I am not a fan of the multi coloured products but really appreciate the different shades of beige. Lots of examples of tribal art can be found in my Pinterest album. Next to a new piece of furniture or some accessories you can also use different photo art and posters if you love this African or South American vibe.
I collected the work of two photographers I love, Roy Rossovich for Love Warriors and the work of Serge Anton found at Couleur Locale. Both photograph people from all over the globe, the portraits come in black and white and an occasional Sepia.
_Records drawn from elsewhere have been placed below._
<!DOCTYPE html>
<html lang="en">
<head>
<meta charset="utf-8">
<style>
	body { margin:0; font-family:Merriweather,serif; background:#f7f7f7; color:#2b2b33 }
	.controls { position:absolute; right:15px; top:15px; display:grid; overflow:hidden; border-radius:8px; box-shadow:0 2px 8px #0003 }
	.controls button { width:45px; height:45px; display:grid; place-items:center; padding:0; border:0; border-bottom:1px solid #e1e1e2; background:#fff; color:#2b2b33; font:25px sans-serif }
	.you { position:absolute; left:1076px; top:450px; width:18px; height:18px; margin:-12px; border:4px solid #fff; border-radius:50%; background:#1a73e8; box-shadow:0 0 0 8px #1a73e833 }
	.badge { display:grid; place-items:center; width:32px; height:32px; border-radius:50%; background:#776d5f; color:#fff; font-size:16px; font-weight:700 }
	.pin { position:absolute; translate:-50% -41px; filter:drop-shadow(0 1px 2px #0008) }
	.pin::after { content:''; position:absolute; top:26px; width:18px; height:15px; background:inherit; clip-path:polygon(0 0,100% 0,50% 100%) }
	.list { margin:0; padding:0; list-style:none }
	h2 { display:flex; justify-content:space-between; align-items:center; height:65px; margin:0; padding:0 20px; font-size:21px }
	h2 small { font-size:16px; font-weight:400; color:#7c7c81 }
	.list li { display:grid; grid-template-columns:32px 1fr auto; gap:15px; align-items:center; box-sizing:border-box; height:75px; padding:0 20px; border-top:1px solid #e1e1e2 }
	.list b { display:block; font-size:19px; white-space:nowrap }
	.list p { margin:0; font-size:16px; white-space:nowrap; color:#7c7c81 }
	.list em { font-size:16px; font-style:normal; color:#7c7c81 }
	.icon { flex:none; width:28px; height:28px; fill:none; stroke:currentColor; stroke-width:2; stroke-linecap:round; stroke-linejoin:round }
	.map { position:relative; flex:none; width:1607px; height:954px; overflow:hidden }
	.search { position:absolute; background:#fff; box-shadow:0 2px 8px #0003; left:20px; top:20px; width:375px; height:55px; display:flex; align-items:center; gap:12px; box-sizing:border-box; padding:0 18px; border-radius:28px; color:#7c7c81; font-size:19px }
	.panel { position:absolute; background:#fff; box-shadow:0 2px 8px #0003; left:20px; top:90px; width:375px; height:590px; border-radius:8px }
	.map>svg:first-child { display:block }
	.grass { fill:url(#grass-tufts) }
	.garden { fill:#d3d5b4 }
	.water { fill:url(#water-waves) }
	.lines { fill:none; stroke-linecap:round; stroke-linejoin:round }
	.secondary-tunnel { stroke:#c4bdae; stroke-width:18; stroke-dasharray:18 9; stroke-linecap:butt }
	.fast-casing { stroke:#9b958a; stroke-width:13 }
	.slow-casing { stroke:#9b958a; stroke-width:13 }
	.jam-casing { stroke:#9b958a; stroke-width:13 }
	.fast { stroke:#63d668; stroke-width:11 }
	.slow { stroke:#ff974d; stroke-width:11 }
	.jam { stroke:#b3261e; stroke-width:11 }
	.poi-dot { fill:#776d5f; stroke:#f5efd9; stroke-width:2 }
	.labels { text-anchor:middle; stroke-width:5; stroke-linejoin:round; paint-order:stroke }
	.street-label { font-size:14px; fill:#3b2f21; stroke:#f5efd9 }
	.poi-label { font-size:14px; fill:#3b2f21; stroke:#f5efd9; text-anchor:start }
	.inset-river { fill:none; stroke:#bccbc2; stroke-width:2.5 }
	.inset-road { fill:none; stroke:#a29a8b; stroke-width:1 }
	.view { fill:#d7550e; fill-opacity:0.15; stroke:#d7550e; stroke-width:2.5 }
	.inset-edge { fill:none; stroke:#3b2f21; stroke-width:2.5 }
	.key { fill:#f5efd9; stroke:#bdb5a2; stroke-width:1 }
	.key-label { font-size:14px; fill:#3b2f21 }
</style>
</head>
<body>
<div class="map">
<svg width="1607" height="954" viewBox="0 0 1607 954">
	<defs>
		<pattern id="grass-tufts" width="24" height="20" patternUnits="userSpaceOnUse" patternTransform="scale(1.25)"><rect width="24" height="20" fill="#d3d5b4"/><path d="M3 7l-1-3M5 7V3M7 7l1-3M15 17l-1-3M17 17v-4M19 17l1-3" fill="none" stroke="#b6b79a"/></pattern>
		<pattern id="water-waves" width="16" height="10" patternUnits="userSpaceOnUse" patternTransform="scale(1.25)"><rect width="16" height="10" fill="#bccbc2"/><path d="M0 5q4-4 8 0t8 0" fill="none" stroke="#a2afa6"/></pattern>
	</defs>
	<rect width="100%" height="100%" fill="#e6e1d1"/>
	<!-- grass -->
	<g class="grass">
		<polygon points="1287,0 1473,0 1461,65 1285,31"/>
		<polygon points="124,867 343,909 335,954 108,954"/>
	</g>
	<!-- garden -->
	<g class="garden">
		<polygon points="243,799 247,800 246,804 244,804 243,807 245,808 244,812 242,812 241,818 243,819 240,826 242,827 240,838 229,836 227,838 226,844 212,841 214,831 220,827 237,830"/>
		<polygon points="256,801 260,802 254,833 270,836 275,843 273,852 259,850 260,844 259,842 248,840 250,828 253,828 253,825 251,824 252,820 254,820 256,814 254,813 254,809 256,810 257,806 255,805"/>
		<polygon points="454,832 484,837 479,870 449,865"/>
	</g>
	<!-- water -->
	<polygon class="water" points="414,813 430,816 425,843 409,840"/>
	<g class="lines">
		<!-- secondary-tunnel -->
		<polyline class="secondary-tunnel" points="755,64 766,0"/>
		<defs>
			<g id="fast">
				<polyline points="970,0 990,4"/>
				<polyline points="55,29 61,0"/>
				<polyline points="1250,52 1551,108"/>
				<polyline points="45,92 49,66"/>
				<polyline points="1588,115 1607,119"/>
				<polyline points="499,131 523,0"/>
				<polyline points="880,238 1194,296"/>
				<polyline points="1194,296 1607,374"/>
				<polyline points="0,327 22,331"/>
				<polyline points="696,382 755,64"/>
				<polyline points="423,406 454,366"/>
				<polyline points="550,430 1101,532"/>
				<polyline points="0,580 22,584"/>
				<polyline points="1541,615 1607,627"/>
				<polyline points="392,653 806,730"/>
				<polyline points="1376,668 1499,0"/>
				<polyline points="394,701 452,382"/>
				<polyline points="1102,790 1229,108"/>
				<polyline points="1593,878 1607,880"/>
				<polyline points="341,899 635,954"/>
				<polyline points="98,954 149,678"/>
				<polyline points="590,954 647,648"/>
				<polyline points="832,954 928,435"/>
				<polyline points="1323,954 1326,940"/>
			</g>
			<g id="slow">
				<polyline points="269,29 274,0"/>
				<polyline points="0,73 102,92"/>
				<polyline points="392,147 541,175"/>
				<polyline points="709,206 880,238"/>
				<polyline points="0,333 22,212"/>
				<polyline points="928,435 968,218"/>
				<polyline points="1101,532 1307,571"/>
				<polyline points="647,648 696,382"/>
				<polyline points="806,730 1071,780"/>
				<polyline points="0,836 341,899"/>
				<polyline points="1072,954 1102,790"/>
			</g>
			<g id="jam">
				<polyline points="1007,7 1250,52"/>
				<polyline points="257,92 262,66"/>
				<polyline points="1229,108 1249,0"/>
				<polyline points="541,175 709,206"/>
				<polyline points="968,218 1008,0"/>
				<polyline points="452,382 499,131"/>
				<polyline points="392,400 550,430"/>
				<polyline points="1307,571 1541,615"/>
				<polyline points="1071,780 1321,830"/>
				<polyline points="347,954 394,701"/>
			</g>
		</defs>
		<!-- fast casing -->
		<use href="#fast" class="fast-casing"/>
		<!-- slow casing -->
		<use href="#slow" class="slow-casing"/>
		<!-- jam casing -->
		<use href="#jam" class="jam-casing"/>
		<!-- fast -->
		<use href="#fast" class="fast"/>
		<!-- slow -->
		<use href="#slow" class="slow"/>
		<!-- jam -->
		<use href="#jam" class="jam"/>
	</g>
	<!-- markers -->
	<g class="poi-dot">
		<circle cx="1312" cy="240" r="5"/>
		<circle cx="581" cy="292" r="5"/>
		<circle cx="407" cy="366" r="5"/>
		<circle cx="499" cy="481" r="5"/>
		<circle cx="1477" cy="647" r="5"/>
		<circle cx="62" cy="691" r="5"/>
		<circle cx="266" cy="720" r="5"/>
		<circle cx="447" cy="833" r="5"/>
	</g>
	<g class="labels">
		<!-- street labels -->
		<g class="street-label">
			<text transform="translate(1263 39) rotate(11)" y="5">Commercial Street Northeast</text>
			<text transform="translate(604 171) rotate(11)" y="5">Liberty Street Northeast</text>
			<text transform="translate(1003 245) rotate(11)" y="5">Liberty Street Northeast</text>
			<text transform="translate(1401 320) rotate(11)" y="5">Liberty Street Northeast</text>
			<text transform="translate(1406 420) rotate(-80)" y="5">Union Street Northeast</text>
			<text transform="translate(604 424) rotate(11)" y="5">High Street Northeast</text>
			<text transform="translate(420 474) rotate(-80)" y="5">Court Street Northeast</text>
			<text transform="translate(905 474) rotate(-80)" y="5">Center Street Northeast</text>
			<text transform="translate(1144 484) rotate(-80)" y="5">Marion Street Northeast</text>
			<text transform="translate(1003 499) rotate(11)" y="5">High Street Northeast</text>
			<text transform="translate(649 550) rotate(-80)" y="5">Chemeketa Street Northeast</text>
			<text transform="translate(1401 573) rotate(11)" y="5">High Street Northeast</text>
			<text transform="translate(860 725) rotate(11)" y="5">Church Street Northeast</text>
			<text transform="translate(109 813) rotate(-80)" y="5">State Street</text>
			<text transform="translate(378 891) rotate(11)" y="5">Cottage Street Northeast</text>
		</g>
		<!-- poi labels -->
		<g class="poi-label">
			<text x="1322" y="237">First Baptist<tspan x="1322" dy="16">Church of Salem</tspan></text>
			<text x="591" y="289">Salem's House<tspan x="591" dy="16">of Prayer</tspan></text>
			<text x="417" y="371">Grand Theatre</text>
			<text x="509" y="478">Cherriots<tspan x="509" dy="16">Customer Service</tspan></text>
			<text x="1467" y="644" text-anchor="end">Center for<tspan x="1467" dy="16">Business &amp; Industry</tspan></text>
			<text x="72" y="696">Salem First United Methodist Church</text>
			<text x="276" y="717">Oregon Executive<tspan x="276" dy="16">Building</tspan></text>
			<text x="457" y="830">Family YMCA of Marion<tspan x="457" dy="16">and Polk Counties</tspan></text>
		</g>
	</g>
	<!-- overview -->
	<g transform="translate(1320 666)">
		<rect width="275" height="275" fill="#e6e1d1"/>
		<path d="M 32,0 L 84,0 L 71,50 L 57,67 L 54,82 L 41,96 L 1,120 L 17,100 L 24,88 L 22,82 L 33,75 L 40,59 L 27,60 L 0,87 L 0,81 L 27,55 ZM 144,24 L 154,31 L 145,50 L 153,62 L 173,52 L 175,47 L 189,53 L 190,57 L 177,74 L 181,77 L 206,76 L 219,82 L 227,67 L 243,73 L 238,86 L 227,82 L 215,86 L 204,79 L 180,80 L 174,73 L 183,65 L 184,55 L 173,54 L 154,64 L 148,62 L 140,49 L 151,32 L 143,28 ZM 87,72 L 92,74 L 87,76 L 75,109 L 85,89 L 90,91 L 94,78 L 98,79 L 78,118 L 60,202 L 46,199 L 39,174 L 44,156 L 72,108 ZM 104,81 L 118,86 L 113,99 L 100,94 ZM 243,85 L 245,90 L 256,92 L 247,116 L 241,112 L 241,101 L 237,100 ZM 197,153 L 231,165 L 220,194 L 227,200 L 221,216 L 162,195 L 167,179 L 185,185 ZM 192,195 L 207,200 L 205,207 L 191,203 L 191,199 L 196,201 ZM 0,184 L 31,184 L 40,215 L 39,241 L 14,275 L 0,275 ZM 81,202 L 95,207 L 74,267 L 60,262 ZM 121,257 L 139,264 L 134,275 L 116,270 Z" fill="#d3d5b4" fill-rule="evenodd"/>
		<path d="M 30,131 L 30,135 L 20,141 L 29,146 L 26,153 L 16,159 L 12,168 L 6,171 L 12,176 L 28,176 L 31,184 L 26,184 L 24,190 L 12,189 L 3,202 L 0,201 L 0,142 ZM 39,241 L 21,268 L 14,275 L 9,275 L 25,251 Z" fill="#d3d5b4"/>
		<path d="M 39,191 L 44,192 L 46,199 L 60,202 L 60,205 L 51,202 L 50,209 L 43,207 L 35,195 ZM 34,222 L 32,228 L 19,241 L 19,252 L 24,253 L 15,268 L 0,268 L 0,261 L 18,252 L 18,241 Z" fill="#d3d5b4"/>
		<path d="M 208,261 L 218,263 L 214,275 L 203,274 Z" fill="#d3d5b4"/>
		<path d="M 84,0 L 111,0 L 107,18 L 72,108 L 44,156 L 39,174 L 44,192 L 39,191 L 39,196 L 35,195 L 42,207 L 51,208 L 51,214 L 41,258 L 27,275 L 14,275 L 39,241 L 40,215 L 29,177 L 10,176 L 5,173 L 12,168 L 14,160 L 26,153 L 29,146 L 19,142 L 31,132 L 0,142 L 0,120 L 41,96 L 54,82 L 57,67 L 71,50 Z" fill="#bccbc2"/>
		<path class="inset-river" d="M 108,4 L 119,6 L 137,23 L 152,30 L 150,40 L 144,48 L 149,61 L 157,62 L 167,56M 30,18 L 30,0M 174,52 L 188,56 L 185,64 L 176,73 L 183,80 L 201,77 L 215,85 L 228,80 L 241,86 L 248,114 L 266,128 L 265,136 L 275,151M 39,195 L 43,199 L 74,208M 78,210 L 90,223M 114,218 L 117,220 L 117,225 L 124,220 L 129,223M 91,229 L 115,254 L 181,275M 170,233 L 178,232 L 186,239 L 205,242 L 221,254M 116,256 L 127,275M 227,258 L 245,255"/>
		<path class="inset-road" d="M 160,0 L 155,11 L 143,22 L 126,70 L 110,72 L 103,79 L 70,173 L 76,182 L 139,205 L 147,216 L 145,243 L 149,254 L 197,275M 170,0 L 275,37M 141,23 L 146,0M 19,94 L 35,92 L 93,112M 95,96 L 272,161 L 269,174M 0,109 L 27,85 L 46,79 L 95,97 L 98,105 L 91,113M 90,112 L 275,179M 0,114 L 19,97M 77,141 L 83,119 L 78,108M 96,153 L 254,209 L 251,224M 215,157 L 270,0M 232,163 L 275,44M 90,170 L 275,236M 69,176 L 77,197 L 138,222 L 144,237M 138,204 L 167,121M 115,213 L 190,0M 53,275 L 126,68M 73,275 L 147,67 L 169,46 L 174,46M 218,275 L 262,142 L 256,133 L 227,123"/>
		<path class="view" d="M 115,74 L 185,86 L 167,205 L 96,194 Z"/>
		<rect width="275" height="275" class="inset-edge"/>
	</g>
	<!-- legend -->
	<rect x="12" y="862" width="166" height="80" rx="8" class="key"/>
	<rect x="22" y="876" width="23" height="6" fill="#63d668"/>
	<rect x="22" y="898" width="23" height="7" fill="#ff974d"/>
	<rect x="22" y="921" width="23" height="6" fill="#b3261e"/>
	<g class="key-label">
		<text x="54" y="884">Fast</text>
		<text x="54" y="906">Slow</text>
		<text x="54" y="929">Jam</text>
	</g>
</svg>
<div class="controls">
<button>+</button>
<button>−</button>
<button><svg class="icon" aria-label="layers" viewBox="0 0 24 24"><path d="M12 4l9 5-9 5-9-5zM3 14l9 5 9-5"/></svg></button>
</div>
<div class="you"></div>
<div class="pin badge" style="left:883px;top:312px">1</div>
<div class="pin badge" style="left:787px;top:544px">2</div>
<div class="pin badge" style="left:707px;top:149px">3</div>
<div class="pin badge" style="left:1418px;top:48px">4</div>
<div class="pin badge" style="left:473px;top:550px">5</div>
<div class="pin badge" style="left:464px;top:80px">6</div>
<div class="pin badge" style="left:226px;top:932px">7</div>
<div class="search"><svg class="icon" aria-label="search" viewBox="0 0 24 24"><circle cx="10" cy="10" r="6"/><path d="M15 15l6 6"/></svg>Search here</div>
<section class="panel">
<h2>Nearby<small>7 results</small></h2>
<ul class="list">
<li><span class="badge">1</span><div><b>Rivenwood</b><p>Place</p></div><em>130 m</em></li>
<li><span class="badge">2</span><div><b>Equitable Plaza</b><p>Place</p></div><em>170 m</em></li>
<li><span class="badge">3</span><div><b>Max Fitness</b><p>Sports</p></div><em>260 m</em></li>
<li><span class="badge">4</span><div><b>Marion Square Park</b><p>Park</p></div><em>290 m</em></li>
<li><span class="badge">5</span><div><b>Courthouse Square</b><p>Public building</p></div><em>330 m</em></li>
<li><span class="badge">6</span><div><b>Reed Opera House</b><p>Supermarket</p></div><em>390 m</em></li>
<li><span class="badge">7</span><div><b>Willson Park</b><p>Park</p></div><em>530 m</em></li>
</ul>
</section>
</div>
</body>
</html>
Cinematographer and photographer Roy Rossovich lives and works in Scandinavia and The US. We love the tension in his images and the way he portraits people – fashion models as well as celebrities. In his pictures we saw strength, softness, past and future and we were intrigued to find out how his DNA would match with ours. It’s up to you to be the judge of that when we present Don’t be Like the Rest of Them, Darling, based on a quote by Eudora Welty who wrote this sentence in the context of describing the relationship between black and white people in a racist American South.
The Belgium French artist Serge Anton lives and works in Brussels. He started off as a press photographer but nowadays you can find him all over the world as a famous multidiscipline art photographer. His collection of portraits is a reflection of his many travels to Ethiopia, Tanzania, Thailand, Morocco and Egypt. We very much love his work! The monochromes have a monumental size and bring the African atmosphere into your home. The people in these portraits have all a unique character, it’s as if they look at you, confronting and persistent. They make us feel connected as human beings, no matter where we come from. The portraits of Serge Anton are a tribute to humanity as such.